Originally published in the Journal of Religion 59:2 (1979), pp. 253-4.
Jacobs, Louis. Jewish Mystical Testimonies. New York: Schocken Books, 1978. 270 pp. $7.95 (paper).
Jewish mystics are famous—or notorious—for their reticence in speaking directly about inner experience. A mystical literature that chooses to express itself almost exclusively in speculative terms must be a source of great frustration for those who seek easy access to descriptions of trance or rapture. No less is it a source of puzzlement to many who approach it with preconceived definitions of mysticsm in mind or who try to fit it into a curriculum in which representatives of each great mystical tradition are brought forth to speak in more-or-less parallel fashion. The uniqueness of Kabbalah among mysticisms is first seen in the refusal of its adherents to offer testimonial.

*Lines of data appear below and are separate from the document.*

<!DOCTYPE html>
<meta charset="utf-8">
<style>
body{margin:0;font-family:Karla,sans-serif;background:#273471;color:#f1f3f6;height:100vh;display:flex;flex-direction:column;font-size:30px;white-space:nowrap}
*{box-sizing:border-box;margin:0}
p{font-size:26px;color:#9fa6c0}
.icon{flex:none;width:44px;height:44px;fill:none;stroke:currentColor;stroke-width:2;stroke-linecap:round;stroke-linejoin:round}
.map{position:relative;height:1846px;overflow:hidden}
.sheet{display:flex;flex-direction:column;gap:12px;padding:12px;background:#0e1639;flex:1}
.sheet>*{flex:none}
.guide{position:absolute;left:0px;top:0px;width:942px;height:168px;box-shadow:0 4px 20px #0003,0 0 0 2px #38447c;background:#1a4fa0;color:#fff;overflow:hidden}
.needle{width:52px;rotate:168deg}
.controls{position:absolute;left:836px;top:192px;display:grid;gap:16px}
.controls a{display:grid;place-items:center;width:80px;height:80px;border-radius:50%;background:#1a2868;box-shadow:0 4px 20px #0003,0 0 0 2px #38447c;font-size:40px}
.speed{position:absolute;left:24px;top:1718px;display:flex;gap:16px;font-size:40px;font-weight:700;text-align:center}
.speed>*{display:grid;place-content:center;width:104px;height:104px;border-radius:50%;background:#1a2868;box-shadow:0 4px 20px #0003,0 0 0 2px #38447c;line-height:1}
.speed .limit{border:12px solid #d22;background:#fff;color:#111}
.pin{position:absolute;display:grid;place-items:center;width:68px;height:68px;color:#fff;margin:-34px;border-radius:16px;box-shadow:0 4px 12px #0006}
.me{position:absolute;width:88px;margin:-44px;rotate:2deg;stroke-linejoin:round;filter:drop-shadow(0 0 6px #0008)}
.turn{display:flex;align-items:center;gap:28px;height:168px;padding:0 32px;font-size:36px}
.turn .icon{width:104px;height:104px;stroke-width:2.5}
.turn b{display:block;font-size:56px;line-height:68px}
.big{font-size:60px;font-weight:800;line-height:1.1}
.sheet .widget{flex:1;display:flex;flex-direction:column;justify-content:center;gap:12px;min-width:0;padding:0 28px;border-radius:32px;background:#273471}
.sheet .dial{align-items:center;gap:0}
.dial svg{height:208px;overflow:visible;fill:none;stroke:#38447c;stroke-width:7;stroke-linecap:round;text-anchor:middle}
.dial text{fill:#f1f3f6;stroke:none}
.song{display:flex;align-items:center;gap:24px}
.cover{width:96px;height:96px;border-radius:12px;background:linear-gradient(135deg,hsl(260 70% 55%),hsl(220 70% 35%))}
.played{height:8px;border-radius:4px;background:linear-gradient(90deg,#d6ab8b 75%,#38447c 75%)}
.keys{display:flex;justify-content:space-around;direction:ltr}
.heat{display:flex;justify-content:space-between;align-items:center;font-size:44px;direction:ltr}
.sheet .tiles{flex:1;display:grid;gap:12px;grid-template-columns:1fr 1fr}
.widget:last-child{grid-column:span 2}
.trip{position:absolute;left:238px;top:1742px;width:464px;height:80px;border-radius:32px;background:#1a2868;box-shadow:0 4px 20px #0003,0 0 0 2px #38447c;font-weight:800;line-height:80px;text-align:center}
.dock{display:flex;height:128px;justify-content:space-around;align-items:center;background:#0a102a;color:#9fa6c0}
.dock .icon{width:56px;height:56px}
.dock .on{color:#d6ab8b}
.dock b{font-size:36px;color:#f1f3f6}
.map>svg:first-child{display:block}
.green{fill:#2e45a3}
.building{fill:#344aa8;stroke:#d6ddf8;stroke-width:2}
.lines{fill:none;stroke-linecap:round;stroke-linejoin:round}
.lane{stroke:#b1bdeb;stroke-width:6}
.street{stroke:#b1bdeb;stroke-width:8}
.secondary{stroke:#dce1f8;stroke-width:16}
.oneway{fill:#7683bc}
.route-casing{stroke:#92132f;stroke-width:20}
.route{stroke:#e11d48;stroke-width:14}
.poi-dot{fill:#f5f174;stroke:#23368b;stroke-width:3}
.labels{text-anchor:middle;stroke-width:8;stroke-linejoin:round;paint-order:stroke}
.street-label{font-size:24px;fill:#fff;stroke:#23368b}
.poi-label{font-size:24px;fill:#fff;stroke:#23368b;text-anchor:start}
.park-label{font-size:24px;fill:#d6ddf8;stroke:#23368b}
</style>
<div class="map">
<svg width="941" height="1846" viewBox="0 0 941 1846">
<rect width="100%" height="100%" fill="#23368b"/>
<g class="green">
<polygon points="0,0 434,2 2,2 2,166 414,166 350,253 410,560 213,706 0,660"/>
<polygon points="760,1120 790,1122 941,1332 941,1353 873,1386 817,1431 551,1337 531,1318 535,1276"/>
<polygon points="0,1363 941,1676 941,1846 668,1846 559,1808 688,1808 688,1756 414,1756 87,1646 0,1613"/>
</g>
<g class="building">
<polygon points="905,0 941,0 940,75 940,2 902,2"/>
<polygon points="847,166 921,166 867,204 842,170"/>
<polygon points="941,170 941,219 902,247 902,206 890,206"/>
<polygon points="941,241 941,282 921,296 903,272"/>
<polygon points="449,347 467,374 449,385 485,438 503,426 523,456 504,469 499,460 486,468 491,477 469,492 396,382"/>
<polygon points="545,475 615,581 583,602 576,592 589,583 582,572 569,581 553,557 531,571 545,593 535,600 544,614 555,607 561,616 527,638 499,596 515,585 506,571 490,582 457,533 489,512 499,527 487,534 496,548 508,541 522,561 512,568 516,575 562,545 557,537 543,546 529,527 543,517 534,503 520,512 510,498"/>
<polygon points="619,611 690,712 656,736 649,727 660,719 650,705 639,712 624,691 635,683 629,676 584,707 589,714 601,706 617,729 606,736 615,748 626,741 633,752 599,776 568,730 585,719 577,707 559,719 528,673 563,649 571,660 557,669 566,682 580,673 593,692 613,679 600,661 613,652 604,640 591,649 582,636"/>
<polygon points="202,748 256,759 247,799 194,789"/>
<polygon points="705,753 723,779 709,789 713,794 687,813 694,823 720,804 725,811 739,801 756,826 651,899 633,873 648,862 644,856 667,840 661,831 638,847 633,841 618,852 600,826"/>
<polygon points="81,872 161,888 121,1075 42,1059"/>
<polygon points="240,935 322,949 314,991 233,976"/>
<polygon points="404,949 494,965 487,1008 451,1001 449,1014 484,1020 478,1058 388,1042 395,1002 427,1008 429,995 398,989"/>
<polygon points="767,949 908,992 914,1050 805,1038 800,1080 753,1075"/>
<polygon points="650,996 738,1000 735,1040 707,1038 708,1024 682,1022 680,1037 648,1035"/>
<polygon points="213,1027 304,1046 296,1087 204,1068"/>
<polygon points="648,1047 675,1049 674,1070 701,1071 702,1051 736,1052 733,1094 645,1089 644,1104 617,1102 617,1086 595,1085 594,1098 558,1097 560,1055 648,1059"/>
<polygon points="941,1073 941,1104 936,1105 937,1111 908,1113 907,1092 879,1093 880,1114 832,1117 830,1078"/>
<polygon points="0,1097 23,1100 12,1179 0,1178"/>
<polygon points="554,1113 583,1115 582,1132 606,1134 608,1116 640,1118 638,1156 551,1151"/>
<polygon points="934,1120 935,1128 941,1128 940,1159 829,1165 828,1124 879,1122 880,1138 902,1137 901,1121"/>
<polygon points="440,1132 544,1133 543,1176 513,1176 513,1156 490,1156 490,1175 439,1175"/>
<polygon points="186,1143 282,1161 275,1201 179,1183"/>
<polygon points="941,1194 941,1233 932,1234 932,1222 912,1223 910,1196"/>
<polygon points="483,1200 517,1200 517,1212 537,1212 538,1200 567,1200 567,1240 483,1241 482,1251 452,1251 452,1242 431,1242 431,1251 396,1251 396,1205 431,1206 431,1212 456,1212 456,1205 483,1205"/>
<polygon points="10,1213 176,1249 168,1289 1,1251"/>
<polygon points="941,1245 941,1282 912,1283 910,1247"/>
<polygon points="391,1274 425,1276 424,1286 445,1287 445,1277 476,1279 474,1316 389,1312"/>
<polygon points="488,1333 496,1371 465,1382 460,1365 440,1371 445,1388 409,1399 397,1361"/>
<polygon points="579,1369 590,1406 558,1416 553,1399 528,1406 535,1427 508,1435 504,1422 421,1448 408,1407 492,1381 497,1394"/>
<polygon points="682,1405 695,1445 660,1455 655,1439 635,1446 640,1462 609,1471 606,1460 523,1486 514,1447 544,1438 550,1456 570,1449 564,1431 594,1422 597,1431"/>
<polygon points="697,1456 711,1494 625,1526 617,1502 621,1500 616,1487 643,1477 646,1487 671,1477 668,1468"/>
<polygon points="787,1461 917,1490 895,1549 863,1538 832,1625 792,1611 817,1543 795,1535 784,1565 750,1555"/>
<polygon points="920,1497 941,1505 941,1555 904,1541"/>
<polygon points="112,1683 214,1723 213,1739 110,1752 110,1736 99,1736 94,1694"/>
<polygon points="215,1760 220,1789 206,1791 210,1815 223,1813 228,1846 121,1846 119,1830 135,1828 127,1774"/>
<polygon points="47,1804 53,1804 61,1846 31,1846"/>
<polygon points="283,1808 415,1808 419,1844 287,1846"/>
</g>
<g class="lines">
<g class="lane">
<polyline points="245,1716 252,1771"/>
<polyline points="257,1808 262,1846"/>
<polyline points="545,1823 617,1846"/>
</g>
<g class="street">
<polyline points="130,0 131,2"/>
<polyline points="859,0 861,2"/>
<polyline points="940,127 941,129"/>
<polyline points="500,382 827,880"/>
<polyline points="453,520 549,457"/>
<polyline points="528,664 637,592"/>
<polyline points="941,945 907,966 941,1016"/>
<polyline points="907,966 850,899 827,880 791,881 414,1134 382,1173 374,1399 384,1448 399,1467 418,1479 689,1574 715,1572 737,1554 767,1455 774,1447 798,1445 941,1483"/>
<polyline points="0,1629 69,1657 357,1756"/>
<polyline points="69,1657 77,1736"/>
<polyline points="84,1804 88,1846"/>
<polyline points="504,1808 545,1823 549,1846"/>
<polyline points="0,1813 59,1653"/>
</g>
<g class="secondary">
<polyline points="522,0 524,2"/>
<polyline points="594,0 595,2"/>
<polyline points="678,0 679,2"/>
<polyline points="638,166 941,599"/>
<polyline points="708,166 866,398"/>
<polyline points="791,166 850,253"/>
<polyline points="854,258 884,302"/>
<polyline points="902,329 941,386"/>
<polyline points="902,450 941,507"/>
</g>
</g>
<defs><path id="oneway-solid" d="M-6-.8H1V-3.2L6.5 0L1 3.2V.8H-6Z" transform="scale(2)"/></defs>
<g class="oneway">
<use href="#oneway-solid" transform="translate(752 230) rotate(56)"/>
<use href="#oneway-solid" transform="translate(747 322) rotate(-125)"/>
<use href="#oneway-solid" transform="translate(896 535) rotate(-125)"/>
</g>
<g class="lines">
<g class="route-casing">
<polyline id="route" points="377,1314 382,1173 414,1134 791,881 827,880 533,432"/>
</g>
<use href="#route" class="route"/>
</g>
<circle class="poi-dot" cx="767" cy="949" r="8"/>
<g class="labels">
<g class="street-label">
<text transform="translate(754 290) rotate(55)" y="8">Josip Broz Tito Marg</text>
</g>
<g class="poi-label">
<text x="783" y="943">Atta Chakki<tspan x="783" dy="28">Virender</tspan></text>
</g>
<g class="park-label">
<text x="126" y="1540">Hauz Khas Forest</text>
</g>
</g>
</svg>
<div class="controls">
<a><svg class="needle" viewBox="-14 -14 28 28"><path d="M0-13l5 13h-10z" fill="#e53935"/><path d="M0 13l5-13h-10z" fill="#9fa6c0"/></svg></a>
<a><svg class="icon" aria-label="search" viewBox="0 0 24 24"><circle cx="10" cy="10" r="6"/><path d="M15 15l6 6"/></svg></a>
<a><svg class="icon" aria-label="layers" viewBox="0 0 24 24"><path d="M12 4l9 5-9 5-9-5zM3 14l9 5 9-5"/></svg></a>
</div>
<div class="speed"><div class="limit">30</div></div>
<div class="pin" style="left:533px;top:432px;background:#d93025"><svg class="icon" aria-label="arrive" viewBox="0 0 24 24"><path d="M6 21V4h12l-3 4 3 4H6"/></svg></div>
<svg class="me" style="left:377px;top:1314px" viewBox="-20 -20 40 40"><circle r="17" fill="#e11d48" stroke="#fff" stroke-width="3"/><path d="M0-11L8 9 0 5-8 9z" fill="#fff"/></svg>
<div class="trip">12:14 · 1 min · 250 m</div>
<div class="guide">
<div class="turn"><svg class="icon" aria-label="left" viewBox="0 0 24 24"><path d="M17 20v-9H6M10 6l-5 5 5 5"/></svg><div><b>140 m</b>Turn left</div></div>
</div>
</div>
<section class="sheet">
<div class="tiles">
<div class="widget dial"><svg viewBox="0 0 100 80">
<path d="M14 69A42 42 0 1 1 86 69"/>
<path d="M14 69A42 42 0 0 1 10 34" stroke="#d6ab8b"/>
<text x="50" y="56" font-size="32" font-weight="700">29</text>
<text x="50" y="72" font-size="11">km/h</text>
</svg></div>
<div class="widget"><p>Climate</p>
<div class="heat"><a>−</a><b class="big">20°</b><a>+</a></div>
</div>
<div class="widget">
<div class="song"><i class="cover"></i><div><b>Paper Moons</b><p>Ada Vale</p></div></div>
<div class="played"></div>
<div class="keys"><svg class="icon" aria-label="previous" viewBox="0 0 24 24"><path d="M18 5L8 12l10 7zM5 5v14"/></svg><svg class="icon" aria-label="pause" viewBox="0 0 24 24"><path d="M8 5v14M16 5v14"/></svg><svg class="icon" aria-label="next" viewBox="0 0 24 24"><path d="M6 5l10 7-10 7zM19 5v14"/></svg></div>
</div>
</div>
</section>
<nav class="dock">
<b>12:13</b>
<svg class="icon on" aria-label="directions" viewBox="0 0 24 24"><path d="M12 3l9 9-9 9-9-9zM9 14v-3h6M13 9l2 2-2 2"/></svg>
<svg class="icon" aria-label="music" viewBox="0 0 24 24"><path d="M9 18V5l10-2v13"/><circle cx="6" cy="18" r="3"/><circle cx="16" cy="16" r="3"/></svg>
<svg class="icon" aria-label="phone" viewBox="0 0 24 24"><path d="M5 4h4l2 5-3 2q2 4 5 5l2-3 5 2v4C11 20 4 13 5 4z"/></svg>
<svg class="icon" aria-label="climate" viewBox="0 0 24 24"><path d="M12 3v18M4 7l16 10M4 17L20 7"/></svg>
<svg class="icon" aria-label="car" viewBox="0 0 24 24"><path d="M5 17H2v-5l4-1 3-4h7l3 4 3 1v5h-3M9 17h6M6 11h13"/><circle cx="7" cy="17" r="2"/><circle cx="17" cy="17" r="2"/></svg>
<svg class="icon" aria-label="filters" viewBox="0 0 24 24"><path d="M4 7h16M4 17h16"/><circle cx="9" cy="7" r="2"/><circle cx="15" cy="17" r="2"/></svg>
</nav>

It was inevitable, in the wake of both scholarship and popular interest in the subject, that someone should comb the vast literature of Jewish mysticism to excerpt those passages which are exceptions to the rule. It is the Kabbalists’ good fortune that Louis Jacobs was the one to do the job. His selection is responsible, comprehensive, and well translated. He has tried, with considerable but not uniform success, to choose passages which not only offer personal testimony of religious experience, but which also describe that experience in a language relatively accessible to the contemporary reader. There are a few passages—that from the fourteenth-century Berit Menuhah is the best example—where one wonders what an uninitiated student could ever make of it, but a certain amount of this is inevitable in an anthology representing some of the most abstruse symbolic configurations ever conceived. One may also argue with the choices here and there: medieval German Hasidism might have been better represented than by the mostly moralizing passage from Eleazar of Worms. Certain figures are noticeable by their absence: Rabbi Nahman of Bratslav is surprisingly missed (his dreams would have provided a fascinating parallel to those of Vital!); the Sabbatians here remain unfortunately under the ban; and the various mystical poets, heretical and otherwise, who flourished from the sixteenth century onward are nowhere to be seen. But all of these are relatively small disagreements. The major streams of Jewish mystical experience, ranging from the prophet Ezekiel, through the merkavah visionaries, the thirteenth-century Spanish Kabbalists, the Safed mystical revival, and both the Hasidic and anti-Hasidic pieties of the eighteenth century are all well represented in this volume.
The more interesting question to explore is that of the reticence itself, and whether there may not be a good bit more “testimonial” material to be found in this literature for the one who has learned how to translate its symbols back from theosophical speculation into inner experience. Scholem’s explanation of the literature’s shyness in this regard has to do with the Jewish sense of transcendence: “Jews retained a particularly vivid sense of the incongruity between mystical experience and the idea of God which stresses the aspects of Creator King and Law-giver.” Jacobs in his introduction adds another wrinkle to this, suggesting that because there was no religious merit in vision or ecstasy (i.e., religious experience was not a mizwah), no one bothered to seek it or record it. This latter explanation seems to be inadequate, and I would suggest that it was the Jewish view of man, rather than of God, which is to account for the mystics’ shyness. Humility is one of the great virtues for every Jewish moralist. It would not have been considered properly humble for a Jew to claim that he had seen God or been transported through the seven heavens: it certainly would have taken a lot for him to overcome the sense of terrible audacity about making such a claim. Rabbinic Judaism raised its sons and daughters to believe neither that they were utterly sinful and depraved nor to dream that they were gods or angels. “The heavens are the heavens of God and the earth hath He given to the children of Adam.” Better not to seek that which goes beyond this earth.
If any human might transcend that radical break between earth and heaven, the latter-day aspirant would do better to hide behind the mantle of a Moses or an Akiba than make the claim for himself. Herein lies the root of the widespread pseudepigraphic activity which characterizes this tradition, a tendency that may be even more widespread than is generally recognized. Herein too lies my one more serious reservation concerning Jacob’s current undertaking. There are countless passages in the medieval Kabbalistic literature, most particularly in the Zohar, which describe the ascent of Moses among the sefirot or the encounters of Abraham with the “grades of faith.” These passages too are a sort of testimony, perhaps the more characteristic testimony form of Jewish mystical writings. Many are written in near-ecstatic fashion, again especially within the Zohar itself. It seems unfortunate that the first-person principle was so rigorously applied in the selection of materials as to rule out many potentially interesting and valuable sources.
Purists will of course raise further objections to this volume. They will claim, with some right, that passages taken out of context are misleading, and that if the student is given just this utterly uncharacteristic selection from the tradition he will be misled. Jacobs undoubtedly has, to say it as would the Kabbalists, raided the treasure house of the king. Those of us who teach and look for useful and intelligent materials are grateful that he has done so.
Arthur Green, University of Pennsylvania.